We need to sit on the rim
of the well of darkness
and fish for fallen light
with patience.

Pablo Neruda
***

Treading Water

The tide is coming in. A long, hot summer day is coming to an end when I hear my neighbours voice.  “Come on girl, get out here”.  She stands waist deep in the cool water of the incoming tide and I lose no time in joining her.  We take the plunge together, the one I usually resist until the last moment– letting go and going completely under.

Swimming out over our heads we start treading water and talking, a talk that soon turns to a version of one that is reverberating all over the planet.  We speak of the human condition, the planetary condition, the white privilege that has allowed us to live and tread water under a rising moon on a beautiful island off the West Coast of North America.  We speak of this and more as we slowly drift from shore.

I am facing out to sea and by the time I look back, the shore appears to be distant and I am starting to lose strength.  The conversation continues as I change the movement of my arms and we both slowly move back towards a place where we will ‘touch ground’ again.  I reach intermittently with my toe, longing to feel the safety of the sea bed.

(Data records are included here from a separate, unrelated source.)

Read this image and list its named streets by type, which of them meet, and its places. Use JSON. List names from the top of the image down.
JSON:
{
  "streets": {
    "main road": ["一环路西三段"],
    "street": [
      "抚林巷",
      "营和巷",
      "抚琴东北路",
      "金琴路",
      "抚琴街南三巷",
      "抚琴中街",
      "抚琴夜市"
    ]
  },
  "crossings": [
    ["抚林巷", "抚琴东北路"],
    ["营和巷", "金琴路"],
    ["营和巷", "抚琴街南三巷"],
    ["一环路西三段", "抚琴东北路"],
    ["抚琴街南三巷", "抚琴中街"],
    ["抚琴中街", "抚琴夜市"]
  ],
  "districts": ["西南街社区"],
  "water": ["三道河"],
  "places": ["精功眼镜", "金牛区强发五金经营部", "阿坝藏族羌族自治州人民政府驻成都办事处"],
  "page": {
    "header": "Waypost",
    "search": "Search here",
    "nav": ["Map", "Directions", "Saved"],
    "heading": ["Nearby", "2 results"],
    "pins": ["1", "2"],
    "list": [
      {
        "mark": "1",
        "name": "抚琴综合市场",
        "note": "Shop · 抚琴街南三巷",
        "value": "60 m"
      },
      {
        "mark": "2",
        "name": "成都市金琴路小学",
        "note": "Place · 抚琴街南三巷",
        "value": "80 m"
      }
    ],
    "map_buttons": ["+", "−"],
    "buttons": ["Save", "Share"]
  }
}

There are two conversations going on, one with my companion the other within myself.

I am a strong swimmer and could have easily floated on my back if I felt too tired to swim or tread but each time my foot reaches for security and doesn’t find it there is a slight feeling of panic and then palpable relief when my toe finally does find bottom.  I am surprised by the intensity of both feelings.

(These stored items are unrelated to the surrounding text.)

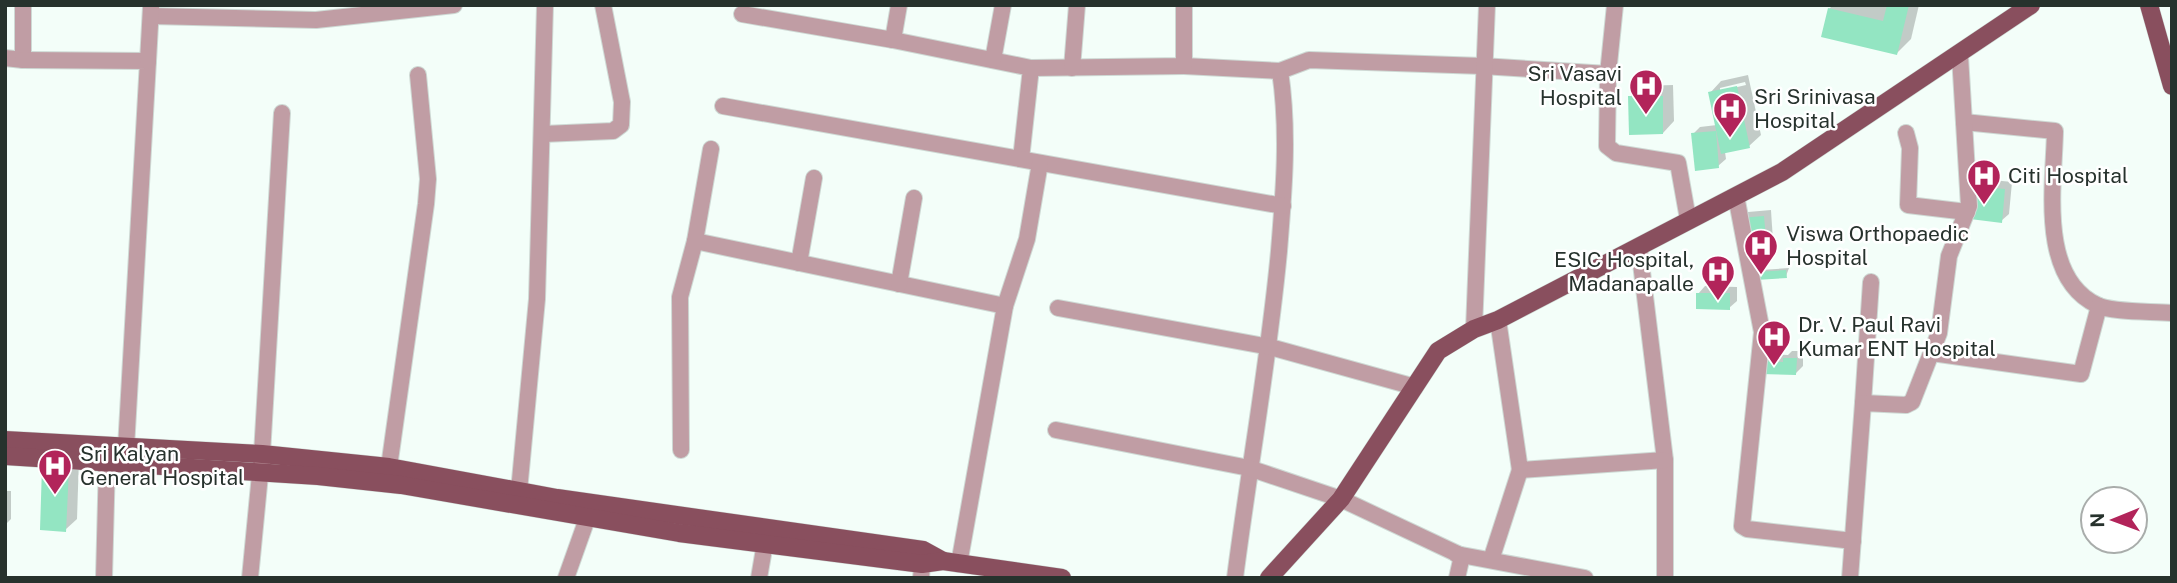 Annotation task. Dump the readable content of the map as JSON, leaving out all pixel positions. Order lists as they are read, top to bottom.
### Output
{
  "places": {
    "hospital": [
      "Sri Vasavi Hospital",
      "Sri Srinivasa Hospital",
      "Citi Hospital",
      "Viswa Orthopaedic Hospital",
      "ESIC Hospital, Madanapalle",
      "Dr. V. Paul Ravi Kumar ENT Hospital",
      "Sri Kalyan General Hospital"
    ]
  },
  "north": "left"
}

Sitting on the deck later that night I realized how long I’ve had the feeling I was treading water–we have been treading water as a world community.  There is a collective need for our toes to touch the sea bed and feel the familiar security and comfort of solid ground.

As we head back towards shore perhaps we are being called to dive;  dive deep within ourselves and return with our particular part of the puzzle.  No one gets to sit this one out.  There is no ‘us and them’. There is only us.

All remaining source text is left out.